Approximately 33.8 million people tuned in Jan. 20, 2021, across 17 different networks to view the inauguration of President Joseph Biden. Just before Biden took the oath of office to become the 46th president, Kamala Harris made history when she was sworn in as the first female vice president in American History. 

The 2020 election saw Biden and Harris lead a wide coalition of Democrats who gained control over both houses of Congress and the Presidency. However, baseless claims of voter fraud, peddled by former President Donald Trump led many Republicans to object to the election results, despite certification by local and state level bipartisan election boards.

“The 2020 election was so different from the past elections our country has had because of the strong divide of the people that fueled anger, frustration and hate. The things that our country had at stake would have been greatly impacted by whichever presidential candidate won, so it became a competition between the people to get the president that would benefit them the most,” SGA President Gabby Diaz said.

Following the unprecedented Capitol Riots Jan. 6, 2021, the state of the nation was thrown into chaos as individuals with differing ideologies became even further divided. These riots, that are said to have been spurred on by Trump, occurred when a mob of people, the majority being white supremacists and Trump supporters, stormed the U.S. Capitol building. The breach occurred during an ongoing Congress session. The rioters expressed their support of Trump while attempting to disrupt the certification of the 2020 presidential election results. 

However, Biden acknowledged the country’s necessity for unity in his inaugural speech, referencing “unity” or “uniting” 11 times. While all the inaugural speeches of the past have focused on the idea of uniting the country, there has never been a situation in which the president has had to deal with riots incited by his predecessor.

“Bringing together a nation as divided as we are today is a tall order. Biden campaigned on his ability to successfully quash those divisions and the extent to which he does so remains to be seen over the next four years,” social studies resource teacher Michelle Bateman said. “The fact that the Democratic party holds a majority in the House, Senate and the presidency should expedite the process of passing laws, however the minds of the people won’t necessarily change as a result of legislation.”

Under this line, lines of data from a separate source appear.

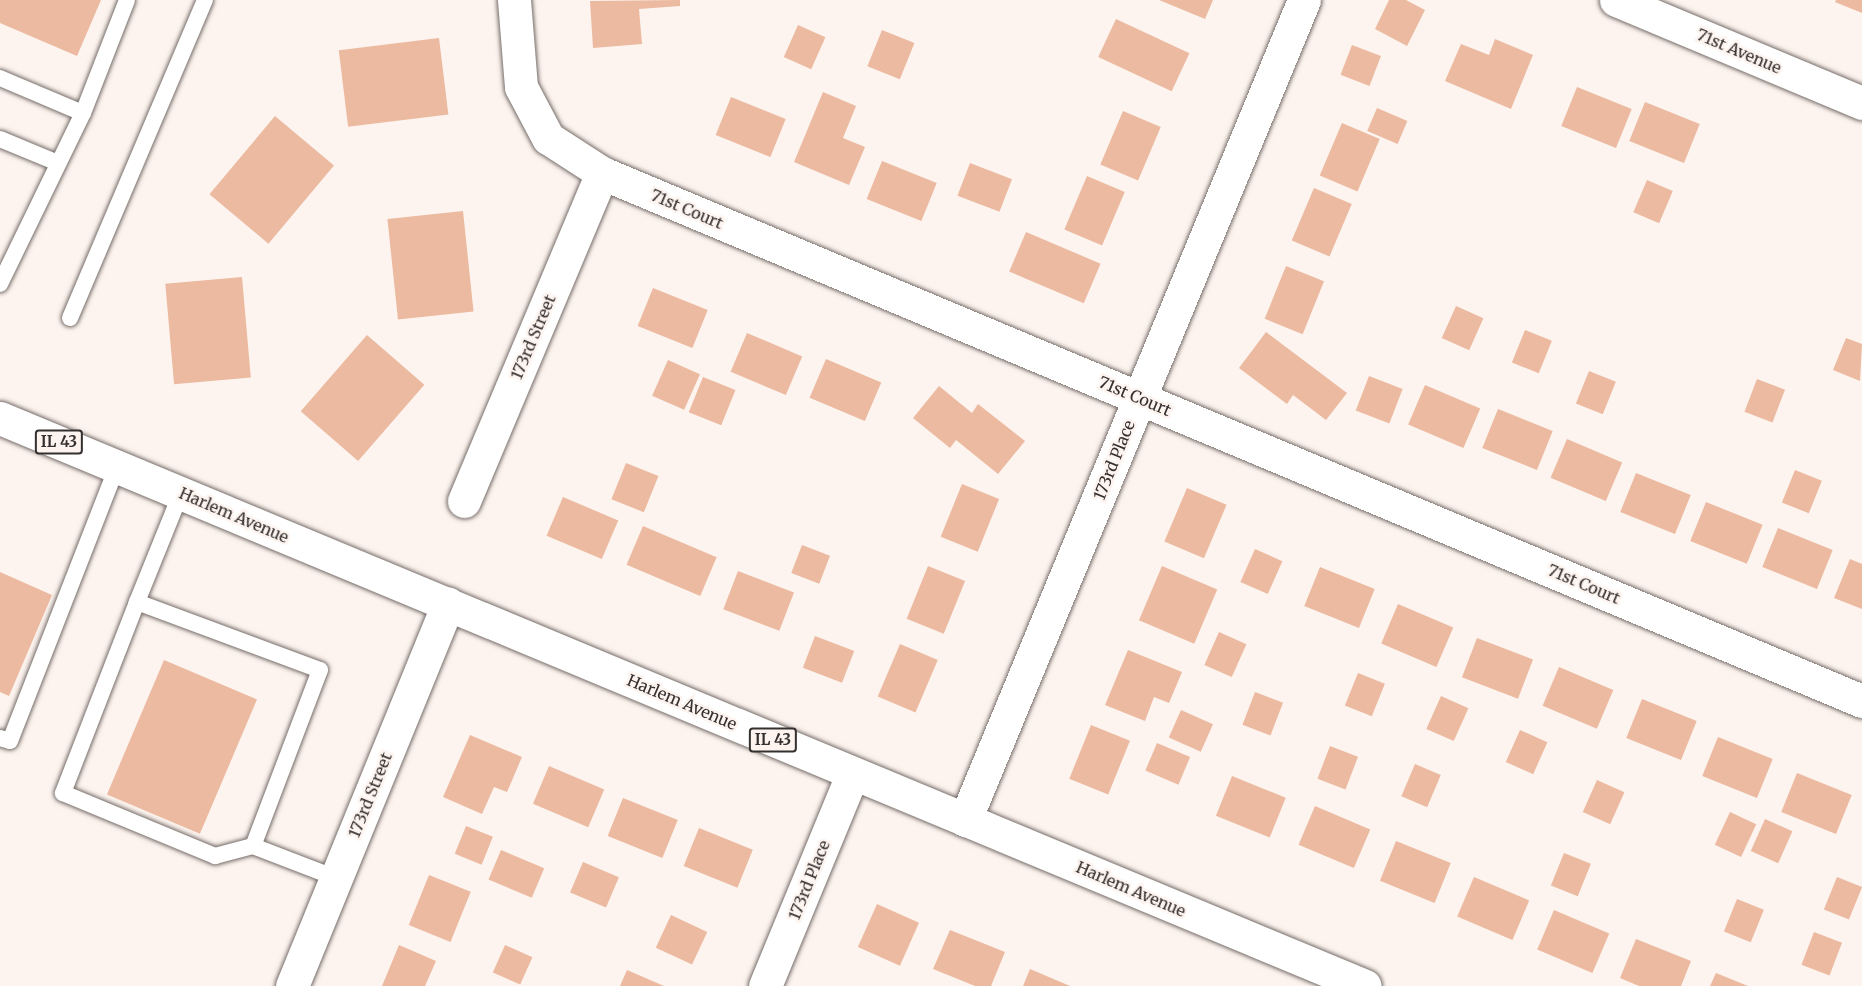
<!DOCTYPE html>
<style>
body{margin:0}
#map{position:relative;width:1862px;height:986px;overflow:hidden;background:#fdf4ef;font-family:Merriweather,serif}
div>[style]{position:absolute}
.building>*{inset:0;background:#ecbaa0;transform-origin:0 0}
.roads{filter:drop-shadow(0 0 2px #766d69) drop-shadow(0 0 2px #766d69)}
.service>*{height:16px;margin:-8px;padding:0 8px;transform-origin:8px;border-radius:8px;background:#fff}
.minor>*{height:33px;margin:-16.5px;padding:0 16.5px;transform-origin:16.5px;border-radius:16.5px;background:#fff}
.primary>*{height:33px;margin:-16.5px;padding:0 16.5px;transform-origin:16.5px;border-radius:16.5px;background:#fff}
span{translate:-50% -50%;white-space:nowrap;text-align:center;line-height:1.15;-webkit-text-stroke:5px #fdf4ef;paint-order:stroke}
.shield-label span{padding:2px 4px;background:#fdf4ef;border:2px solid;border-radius:4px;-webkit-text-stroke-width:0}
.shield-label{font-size:15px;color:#34302f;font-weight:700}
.street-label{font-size:16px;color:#34302f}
</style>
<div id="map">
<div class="building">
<i style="clip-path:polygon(0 0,101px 0,77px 56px,0 23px)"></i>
<i style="clip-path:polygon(680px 0,680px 6px,639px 9px,642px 44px,593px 48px,590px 1px)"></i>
<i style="clip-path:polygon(1159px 0,1213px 0,1205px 19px)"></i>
<i style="clip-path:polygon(1389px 0,1406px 0,1425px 10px,1407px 46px,1375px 29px)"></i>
<i style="clip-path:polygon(1836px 0,1862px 0,1862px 13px,1835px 2px)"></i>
<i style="left:1116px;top:19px;width:81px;height:42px;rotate:25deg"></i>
<i style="left:798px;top:25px;width:30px;height:35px;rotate:24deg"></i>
<i style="left:882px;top:30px;width:35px;height:39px;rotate:22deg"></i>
<i style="left:439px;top:38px;width:77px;height:101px;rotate:83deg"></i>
<i style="clip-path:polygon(1495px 39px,1533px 55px,1511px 109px,1445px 81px,1461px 44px,1489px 55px)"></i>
<i style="left:1352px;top:45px;width:31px;height:32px;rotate:21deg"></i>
<i style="left:1577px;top:87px;width:59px;height:42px;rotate:22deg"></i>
<i style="clip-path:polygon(823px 92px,856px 106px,843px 138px,865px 147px,849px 185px,794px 162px)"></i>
<i style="left:731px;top:97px;width:59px;height:41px;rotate:22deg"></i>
<i style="left:1645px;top:102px;width:59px;height:42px;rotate:22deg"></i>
<i style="left:1377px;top:108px;width:33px;height:25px;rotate:23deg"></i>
<i style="left:1123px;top:111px;width:41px;height:58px;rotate:23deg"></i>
<i style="left:275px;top:116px;width:77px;height:102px;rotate:40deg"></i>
<i style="left:1342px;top:123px;width:41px;height:57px;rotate:23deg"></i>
<i style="left:882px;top:161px;width:59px;height:41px;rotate:22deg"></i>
<i style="left:970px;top:163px;width:45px;height:35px;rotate:21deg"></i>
<i style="left:1087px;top:176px;width:41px;height:58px;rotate:23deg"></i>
<i style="left:1647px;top:180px;width:28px;height:35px;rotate:23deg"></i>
<i style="left:1314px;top:188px;width:41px;height:57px;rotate:23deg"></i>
<i style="left:463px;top:211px;width:101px;height:76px;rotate:84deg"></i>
<i style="left:1026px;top:232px;width:81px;height:43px;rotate:23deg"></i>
<i style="left:1286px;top:266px;width:41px;height:57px;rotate:22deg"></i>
<i style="left:242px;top:277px;width:101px;height:77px;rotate:85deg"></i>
<i style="left:653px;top:288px;width:59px;height:41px;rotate:22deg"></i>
<i style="left:1456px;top:306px;width:30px;height:35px;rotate:24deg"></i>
<i style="left:1525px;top:330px;width:29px;height:35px;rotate:22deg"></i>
<i style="clip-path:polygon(1266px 332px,1347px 393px,1326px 420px,1293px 395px,1287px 404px,1239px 368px)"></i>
<i style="left:747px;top:333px;width:60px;height:42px;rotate:23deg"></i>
<i style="left:367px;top:335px;width:76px;height:101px;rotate:41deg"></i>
<i style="clip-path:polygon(1846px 338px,1862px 344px,1860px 381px,1833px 370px)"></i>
<i style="left:826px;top:359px;width:60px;height:42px;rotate:23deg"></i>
<i style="left:668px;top:360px;width:35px;height:39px;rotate:24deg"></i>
<i style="left:1589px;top:371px;width:29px;height:35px;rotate:22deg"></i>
<i style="left:1369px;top:376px;width:36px;height:37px;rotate:21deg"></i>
<i style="left:703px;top:377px;width:35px;height:38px;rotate:22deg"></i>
<i style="left:1757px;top:379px;width:30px;height:35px;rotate:21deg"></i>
<i style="left:1425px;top:385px;width:60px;height:43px;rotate:23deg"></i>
<i style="clip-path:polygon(939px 386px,972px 413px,978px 404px,1025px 441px,998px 474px,956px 440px,950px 448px,913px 418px)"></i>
<i style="left:1498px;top:409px;width:59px;height:42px;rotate:22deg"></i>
<i style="left:1567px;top:439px;width:60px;height:42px;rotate:23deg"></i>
<i style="left:626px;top:463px;width:35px;height:39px;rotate:22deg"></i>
<i style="left:1795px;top:470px;width:29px;height:35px;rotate:22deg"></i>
<i style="left:1636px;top:473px;width:59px;height:42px;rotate:22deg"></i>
<i style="left:962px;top:484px;width:40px;height:57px;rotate:22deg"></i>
<i style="left:1187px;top:488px;width:43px;height:58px;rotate:23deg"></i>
<i style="left:563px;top:497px;width:60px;height:42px;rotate:23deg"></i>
<i style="left:1706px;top:502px;width:61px;height:42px;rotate:22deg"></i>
<i style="left:643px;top:526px;width:80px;height:42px;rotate:23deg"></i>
<i style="left:1778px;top:528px;width:59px;height:42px;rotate:22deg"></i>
<i style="left:802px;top:545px;width:30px;height:30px;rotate:21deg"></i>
<i style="left:1255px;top:549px;width:30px;height:36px;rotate:24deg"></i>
<i style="clip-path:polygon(1850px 559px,1862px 564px,1862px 609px,1834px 598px)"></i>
<i style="left:928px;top:566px;width:40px;height:57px;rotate:22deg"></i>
<i style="left:1162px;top:566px;width:60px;height:59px;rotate:23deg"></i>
<i style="left:1320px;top:567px;width:59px;height:42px;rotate:22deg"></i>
<i style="left:738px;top:571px;width:60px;height:41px;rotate:21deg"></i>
<i style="clip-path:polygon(0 572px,52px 595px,9px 696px,0 692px)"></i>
<i style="left:1398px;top:604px;width:60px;height:43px;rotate:23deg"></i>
<i style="left:1219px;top:632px;width:30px;height:36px;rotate:24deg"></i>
<i style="left:815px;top:636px;width:42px;height:34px;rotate:21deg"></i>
<i style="left:1477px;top:638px;width:60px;height:42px;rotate:21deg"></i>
<i style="left:900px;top:644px;width:41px;height:57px;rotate:23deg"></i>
<i style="clip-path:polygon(1128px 650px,1182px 672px,1169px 703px,1154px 697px,1145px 721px,1105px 705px)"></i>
<i style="left:164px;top:660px;width:101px;height:146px;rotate:23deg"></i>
<i style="left:1559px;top:667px;width:59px;height:42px;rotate:23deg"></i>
<i style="left:1358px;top:673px;width:29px;height:35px;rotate:22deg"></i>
<i style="left:1255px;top:692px;width:30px;height:35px;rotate:21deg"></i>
<i style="left:1441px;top:696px;width:30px;height:36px;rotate:24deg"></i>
<i style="left:1642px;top:699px;width:59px;height:42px;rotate:22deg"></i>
<i style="left:1181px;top:710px;width:35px;height:30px;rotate:24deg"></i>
<i style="left:1091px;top:725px;width:42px;height:58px;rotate:22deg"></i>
<i style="left:1520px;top:730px;width:30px;height:35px;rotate:24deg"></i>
<i style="clip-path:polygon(470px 735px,522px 757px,507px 792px,494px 787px,482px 814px,443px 797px)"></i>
<i style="left:1718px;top:737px;width:59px;height:42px;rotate:22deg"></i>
<i style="left:1157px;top:743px;width:36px;height:30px;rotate:23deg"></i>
<i style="left:1330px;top:746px;width:30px;height:35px;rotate:21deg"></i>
<i style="left:1415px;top:764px;width:28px;height:35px;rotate:23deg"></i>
<i style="left:549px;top:766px;width:60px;height:41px;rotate:23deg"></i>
<i style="left:1797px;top:773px;width:59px;height:42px;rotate:22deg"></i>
<i style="left:1232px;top:776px;width:58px;height:43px;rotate:22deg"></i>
<i style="left:1597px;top:780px;width:30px;height:35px;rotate:24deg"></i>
<i style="left:623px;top:798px;width:59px;height:41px;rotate:22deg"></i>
<i style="left:1315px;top:806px;width:60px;height:42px;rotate:23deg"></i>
<i style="left:1730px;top:812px;width:29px;height:36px;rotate:25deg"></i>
<i style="left:1765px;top:819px;width:30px;height:35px;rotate:24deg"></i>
<i style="left:466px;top:826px;width:29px;height:30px;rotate:22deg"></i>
<i style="left:699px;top:828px;width:58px;height:41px;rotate:22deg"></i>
<i style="left:1396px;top:841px;width:59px;height:43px;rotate:22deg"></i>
<i style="left:501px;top:850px;width:47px;height:32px;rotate:23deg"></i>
<i style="left:1564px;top:853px;width:29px;height:35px;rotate:22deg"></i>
<i style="left:583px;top:862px;width:39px;height:33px;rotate:23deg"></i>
<i style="left:429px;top:875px;width:45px;height:54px;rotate:22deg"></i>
<i style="left:1474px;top:877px;width:60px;height:43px;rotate:23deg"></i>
<i style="left:1837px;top:877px;width:27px;height:35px;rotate:22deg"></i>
<i style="left:1737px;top:899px;width:29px;height:35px;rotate:22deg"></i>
<i style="left:877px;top:904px;width:46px;height:47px;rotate:24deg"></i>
<i style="left:1554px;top:910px;width:60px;height:43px;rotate:23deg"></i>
<i style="left:671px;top:915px;width:40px;height:36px;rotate:25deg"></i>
<i style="clip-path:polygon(950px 930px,1005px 952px,991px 986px,975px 986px,933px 969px)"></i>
<i style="left:1814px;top:932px;width:30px;height:35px;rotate:21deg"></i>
<i style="clip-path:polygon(1636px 939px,1691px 961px,1681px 986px,1639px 986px,1620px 978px)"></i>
<i style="clip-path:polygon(399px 945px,436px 961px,425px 986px,382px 986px)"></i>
<i style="left:505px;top:945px;width:30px;height:30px;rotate:24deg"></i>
<i style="clip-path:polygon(1030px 969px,1070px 986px,1023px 986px)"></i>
<i style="clip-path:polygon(627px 970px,664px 986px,620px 986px)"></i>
<i style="clip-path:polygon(1716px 973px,1748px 986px,1710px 986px)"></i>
</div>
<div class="roads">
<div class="service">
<i style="left:0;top:78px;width:90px;rotate:22.9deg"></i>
<i style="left:0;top:139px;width:63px;rotate:22.5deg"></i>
<i style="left:0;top:284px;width:190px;rotate:-64.1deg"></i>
<i style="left:83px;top:113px;width:121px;rotate:-68.7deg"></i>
<i style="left:70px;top:318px;width:345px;rotate:-67deg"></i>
<i style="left:181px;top:493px;width:118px;rotate:112deg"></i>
<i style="left:137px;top:602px;width:195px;rotate:20.4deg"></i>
<i style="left:320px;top:670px;width:188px;rotate:110.8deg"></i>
<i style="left:253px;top:846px;width:89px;rotate:21.1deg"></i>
<i style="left:137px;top:602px;width:205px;rotate:111.2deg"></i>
<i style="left:63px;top:793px;width:165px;rotate:22.5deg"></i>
<i style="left:215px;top:856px;width:39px;rotate:-15deg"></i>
<i style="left:0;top:738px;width:10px;rotate:17deg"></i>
<i style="left:10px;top:741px;width:294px;rotate:-68.7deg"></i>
</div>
<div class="minor">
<i style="left:514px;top:0;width:87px;rotate:85.4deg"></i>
<i style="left:521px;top:87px;width:58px;rotate:62.1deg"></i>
<i style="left:548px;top:138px;width:64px;rotate:32.9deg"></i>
<i style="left:602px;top:173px;width:1366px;rotate:22.74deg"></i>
<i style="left:1616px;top:0;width:267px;rotate:22.7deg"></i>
<i style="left:464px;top:501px;width:356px;rotate:-67.2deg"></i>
<i style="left:965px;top:820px;width:887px;rotate:-67.54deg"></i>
<i style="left:292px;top:986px;width:413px;rotate:-67.8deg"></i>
<i style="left:765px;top:986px;width:230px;rotate:-67.6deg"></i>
</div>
<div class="primary">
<i style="left:0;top:418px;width:1478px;rotate:22.59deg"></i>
</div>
</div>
<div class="shield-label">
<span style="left:59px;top:442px">IL 43</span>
<span style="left:773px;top:740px">IL 43</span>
</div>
<div class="street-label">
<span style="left:1739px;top:51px;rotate:23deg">71st Avenue</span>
<span style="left:687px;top:209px;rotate:23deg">71st Court</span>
<span style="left:533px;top:337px;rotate:-67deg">173rd Street</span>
<span style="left:1135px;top:396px;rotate:23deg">71st Court</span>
<span style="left:1114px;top:460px;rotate:-68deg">173rd Place</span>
<span style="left:234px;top:515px;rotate:23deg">Harlem Avenue</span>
<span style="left:1584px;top:584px;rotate:23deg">71st Court</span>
<span style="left:682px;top:702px;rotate:23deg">Harlem Avenue</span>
<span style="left:370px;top:795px;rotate:-68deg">173rd Street</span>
<span style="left:809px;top:880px;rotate:-68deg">173rd Place</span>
<span style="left:1131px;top:889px;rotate:23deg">Harlem Avenue</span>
</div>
</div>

As Biden and his administration begin his four-year term, they have already been faced with factionalism from Republicans in Congress who believe that his win in the election was contrived. 

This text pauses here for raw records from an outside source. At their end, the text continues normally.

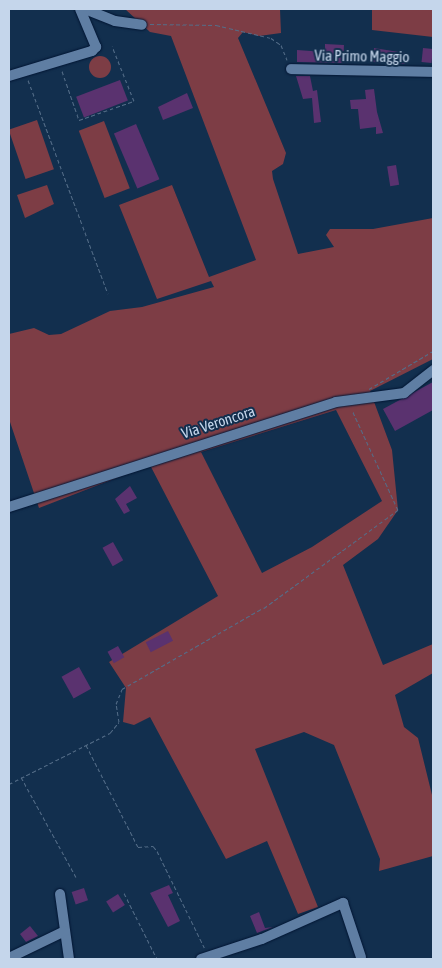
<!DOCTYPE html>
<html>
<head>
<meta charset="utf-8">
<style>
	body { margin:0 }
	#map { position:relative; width:442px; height:968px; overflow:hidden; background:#122f4e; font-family:"Asap Condensed",sans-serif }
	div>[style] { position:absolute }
	.green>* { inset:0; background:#7d3d45; transform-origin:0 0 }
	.round { border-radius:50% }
	.building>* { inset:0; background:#5a326f; transform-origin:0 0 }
	.path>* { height:1px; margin-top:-0.5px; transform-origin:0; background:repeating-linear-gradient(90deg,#546d88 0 4px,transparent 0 6.5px) }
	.roads { filter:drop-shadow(0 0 1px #001533) drop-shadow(0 0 1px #001533) }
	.minor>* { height:10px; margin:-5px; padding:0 5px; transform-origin:5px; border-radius:5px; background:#5f7ea3 }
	span { translate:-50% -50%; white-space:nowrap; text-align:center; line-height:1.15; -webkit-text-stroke:4px #122f4e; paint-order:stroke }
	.street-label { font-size:15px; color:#c5d6eb }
	.frame { position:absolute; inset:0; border:10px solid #c5d6eb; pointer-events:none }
</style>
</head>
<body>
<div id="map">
	<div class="green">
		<div style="clip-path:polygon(evenodd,125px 9px,280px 9px,281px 33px,259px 36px,243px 32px,238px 38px,286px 153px,283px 164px,272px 171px,273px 179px,298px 254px,334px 247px,326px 235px,330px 229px,373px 229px,433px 218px,433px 359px,370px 391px,392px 450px,398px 510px,378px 539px,343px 565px,383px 665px,433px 644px,433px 673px,395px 695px,404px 727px,418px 738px,433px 799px,433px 856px,379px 871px,380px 859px,334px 745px,304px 732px,255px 749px,318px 907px,298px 914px,267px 841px,226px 859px,150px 717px,134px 725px,123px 722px,126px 688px,109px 662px,218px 596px,150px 465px,39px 508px,9px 419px,9px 334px,34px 328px,49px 335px,61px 334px,110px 311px,142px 307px,214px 287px,211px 281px,157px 299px,119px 205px,172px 185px,209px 277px,256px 260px,171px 36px,150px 32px,125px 9px,336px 410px,382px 501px,312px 547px,262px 573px,201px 452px,336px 410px)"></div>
		<div style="clip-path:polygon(372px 9px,433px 9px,433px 37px,372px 30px)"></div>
		<div class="round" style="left:89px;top:56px;width:22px;height:22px"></div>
		<div style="left:37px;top:120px;width:52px;height:30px;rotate:71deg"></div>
		<div style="left:104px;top:121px;width:72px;height:27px;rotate:69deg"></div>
		<div style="clip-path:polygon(47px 185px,54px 204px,25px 218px,17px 195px)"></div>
	</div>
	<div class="building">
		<div style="clip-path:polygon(325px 44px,344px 45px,343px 63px,297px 62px,297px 50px,325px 52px)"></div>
		<div style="clip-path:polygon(374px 48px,405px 53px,405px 64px,373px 62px)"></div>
		<div style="left:423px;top:48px;width:10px;height:14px;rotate:6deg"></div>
		<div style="clip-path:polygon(296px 76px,310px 76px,313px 91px,317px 90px,321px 122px,314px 123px,312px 98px,303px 99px)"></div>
		<div style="left:120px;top:80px;width:22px;height:47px;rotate:69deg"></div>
		<div style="clip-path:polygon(374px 89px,377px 112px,383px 133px,376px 134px,376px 127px,360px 129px,358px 109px,351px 109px,350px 100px,366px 99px,365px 90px)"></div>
		<div style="clip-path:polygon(187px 93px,193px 108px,163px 120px,158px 107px)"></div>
		<div style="left:136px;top:124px;width:60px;height:24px;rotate:67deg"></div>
		<div style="left:396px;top:165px;width:20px;height:9px;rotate:81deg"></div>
		<div style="clip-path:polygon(433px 382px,433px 410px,395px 431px,383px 409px)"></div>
		<div style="clip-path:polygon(130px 486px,137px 498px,126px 504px,130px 511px,124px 514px,115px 499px)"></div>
		<div style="left:113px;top:542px;width:21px;height:12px;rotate:61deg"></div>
		<div style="left:168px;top:631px;width:11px;height:25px;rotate:63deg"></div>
		<div style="left:118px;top:646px;width:13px;height:12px;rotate:61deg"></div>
		<div style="left:79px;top:667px;width:25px;height:20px;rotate:61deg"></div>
		<div style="clip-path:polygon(169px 885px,173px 893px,168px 895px,180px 921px,168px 927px,150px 893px)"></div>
		<div style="left:84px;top:888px;width:13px;height:13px;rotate:72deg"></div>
		<div style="left:118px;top:894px;width:13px;height:14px;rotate:58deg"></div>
		<div style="clip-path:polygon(259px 912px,265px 928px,273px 927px,257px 933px,250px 916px)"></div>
		<div style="clip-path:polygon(30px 926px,38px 936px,26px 942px,20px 934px)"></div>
	</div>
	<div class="path">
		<div style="left:150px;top:24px;width:66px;rotate:0.9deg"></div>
		<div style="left:216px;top:25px;width:57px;rotate:13.3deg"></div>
		<div style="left:271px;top:38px;width:12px;rotate:35deg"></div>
		<div style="left:281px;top:45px;width:16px;rotate:68deg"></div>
		<div style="left:62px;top:71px;width:52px;rotate:70.9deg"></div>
		<div style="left:79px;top:120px;width:58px;rotate:-19.1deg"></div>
		<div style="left:134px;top:101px;width:59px;rotate:-111.8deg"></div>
		<div style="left:28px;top:80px;width:228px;rotate:69.5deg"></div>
		<div style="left:369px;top:389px;width:74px;rotate:-30.7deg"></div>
		<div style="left:264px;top:608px;width:166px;rotate:-36.2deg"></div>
		<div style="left:398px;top:510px;width:110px;rotate:-114.7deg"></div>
		<div style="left:86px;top:745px;width:114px;rotate:63deg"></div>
		<div style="left:138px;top:847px;width:15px;rotate:-4deg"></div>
		<div style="left:153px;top:846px;width:6px;rotate:51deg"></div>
		<div style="left:157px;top:851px;width:109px;rotate:63.9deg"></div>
		<div style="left:21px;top:777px;width:114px;rotate:61.2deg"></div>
		<div style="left:9px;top:784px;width:113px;rotate:-26.8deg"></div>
		<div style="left:110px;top:733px;width:14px;rotate:-51deg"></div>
		<div style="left:119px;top:722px;width:18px;rotate:-99deg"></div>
		<div style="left:116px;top:704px;width:16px;rotate:-68deg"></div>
		<div style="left:122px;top:689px;width:163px;rotate:-29.9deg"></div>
		<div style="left:124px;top:893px;width:74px;rotate:63.4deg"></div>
	</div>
	<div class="roads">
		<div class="minor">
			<div style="left:85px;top:9px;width:32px;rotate:22deg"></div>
			<div style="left:115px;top:21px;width:27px;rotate:8deg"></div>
			<div style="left:291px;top:69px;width:142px;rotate:1.2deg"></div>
			<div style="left:9px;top:76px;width:87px;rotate:-16.8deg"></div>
			<div style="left:92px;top:51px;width:6px;rotate:-45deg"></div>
			<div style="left:96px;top:47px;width:41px;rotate:-112.8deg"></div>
			<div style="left:9px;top:507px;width:343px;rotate:-17.8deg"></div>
			<div style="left:336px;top:402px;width:69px;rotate:-7.5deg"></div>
			<div style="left:404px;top:393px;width:37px;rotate:-38deg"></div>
			<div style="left:60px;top:894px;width:66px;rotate:82.1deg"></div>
			<div style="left:9px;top:958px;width:62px;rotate:-25.7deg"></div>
			<div style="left:201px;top:959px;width:64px;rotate:-18.2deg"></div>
			<div style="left:262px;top:939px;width:89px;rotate:-24deg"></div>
			<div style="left:343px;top:903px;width:57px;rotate:71.6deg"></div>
		</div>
	</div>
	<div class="street-label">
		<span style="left:362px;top:56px;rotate:1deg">Via Primo Maggio</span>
		<span style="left:218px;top:422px;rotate:-18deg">Via Veroncora</span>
	</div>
	<div class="frame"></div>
</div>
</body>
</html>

Although presidential inaugurations have always incited some political dispute among differing parties, Biden’s administration will likely continue to see an increase in partisan hostility due to the country’s widening political divide. 

“There will likely be challenges in the courts to some of the executive orders he has already instituted and on future legislation.  In order to be considered a successful president, Biden will need to effect a cultural shift in America,” Bateman said.